**What is needed**
For the entries below, say how many lines include the word "clip" and add nothing else.

──────────

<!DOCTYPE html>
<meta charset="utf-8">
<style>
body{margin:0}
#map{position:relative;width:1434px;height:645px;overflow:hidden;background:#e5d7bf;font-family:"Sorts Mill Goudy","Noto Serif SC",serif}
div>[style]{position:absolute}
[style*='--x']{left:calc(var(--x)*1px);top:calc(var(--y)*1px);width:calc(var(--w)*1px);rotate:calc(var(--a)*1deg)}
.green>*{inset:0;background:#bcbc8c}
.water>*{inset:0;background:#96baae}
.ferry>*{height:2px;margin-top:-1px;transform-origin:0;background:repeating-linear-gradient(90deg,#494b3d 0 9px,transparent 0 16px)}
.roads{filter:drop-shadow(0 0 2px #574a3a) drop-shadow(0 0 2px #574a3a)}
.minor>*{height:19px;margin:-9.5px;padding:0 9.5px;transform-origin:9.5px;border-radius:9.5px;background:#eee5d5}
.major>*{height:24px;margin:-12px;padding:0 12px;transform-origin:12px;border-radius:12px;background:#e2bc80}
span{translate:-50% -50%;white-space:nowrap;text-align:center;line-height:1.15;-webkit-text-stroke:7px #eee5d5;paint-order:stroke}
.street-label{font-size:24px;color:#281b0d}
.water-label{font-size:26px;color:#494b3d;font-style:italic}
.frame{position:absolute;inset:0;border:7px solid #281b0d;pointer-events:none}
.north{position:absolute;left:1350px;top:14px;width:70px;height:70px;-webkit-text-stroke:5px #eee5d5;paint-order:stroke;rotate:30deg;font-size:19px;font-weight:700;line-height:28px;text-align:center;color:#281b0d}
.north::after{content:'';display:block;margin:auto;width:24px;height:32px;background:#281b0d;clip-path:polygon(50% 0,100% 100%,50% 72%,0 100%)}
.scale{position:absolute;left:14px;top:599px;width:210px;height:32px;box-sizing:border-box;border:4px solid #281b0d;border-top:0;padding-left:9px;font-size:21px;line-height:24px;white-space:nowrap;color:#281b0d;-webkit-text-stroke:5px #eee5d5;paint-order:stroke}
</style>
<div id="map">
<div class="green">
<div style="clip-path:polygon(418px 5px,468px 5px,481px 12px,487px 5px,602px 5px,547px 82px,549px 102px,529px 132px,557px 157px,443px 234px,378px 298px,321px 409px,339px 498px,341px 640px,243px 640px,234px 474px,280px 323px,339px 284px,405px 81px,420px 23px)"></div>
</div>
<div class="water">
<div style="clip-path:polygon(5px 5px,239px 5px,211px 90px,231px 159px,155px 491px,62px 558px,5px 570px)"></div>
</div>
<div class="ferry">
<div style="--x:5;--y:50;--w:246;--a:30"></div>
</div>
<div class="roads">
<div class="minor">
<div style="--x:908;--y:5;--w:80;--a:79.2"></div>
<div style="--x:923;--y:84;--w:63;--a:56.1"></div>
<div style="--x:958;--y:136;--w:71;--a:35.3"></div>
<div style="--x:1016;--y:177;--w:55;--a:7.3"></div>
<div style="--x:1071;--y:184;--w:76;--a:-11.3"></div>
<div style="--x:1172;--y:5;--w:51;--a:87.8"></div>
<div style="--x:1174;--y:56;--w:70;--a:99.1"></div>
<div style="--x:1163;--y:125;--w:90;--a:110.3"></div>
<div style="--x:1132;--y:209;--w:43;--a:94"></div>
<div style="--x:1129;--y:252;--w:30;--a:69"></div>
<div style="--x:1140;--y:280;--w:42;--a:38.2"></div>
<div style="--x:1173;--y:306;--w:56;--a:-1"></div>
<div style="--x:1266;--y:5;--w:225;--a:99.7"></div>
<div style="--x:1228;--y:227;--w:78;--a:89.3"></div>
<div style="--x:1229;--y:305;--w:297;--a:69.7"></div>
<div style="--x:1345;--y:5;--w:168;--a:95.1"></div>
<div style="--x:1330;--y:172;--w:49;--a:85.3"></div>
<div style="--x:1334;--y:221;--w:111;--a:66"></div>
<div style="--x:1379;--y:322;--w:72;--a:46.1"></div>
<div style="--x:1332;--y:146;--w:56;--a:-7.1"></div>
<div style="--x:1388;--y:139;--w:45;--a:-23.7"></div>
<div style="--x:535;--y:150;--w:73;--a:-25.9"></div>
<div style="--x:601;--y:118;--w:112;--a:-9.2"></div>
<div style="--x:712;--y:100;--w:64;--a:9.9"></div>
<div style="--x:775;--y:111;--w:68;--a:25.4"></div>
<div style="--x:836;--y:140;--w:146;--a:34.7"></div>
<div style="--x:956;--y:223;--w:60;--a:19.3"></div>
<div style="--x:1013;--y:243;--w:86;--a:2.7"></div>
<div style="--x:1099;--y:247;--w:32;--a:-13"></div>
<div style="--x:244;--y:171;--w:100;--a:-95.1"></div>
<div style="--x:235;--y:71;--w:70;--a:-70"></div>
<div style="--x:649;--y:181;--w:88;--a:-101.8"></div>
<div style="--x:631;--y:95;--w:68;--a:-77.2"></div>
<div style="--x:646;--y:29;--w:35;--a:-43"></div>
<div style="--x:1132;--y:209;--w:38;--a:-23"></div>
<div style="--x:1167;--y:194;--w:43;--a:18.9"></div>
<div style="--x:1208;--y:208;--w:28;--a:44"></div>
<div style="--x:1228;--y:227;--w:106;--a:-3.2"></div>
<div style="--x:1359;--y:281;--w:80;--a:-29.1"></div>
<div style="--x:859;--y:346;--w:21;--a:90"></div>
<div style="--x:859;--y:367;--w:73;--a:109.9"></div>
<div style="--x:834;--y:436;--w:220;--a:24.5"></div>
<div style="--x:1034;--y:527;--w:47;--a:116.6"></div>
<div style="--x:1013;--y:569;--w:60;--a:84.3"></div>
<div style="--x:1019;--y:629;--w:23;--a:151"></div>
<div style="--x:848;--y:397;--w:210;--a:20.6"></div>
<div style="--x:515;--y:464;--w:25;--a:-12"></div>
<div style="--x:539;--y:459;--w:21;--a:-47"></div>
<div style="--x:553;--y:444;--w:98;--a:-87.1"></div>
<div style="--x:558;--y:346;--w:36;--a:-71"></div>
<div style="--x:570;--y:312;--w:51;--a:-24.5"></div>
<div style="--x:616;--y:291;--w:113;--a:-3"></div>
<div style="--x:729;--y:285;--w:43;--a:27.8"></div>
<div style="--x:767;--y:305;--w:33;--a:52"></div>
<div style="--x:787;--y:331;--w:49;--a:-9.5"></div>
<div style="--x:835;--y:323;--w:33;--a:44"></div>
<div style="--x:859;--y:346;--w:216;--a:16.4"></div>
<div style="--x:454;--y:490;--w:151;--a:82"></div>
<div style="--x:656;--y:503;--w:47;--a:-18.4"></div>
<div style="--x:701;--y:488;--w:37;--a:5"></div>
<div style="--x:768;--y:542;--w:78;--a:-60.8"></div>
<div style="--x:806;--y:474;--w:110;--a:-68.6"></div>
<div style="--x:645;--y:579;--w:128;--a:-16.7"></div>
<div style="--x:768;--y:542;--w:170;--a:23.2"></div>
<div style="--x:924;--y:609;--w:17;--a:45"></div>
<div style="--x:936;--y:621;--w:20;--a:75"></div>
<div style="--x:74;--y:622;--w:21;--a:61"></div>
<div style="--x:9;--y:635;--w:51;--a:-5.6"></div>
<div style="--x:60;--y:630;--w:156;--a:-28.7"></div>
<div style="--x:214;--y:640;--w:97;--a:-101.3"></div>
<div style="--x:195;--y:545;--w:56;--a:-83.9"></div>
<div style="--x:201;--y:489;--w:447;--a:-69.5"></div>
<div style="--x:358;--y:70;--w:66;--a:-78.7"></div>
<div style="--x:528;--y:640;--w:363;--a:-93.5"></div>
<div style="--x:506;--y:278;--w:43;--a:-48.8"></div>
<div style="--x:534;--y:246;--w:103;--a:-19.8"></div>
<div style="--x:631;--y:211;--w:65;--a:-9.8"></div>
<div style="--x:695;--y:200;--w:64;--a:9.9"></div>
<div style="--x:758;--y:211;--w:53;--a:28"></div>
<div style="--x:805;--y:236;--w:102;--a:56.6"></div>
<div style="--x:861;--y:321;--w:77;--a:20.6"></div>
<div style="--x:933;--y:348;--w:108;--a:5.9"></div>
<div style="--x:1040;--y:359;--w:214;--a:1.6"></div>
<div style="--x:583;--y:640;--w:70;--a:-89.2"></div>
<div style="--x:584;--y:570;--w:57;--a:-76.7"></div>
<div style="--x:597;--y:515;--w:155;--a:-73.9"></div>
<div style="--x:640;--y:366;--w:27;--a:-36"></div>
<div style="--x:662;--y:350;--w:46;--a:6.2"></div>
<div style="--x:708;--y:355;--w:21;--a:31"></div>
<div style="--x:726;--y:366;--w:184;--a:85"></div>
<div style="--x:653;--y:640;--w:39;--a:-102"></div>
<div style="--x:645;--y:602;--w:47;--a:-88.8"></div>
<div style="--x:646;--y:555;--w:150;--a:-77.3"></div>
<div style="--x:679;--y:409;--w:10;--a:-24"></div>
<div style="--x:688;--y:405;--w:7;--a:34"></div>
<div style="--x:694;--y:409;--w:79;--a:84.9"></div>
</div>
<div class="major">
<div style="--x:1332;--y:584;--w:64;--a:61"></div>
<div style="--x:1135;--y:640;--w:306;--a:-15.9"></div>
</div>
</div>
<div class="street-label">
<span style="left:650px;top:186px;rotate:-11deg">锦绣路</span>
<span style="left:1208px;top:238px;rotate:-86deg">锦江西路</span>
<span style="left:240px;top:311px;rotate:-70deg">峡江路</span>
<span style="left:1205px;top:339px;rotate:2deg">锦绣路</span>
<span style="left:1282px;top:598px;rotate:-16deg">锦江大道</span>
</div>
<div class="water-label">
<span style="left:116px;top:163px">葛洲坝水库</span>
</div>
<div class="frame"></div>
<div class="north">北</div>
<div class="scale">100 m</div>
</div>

──────────

**Solution below**
3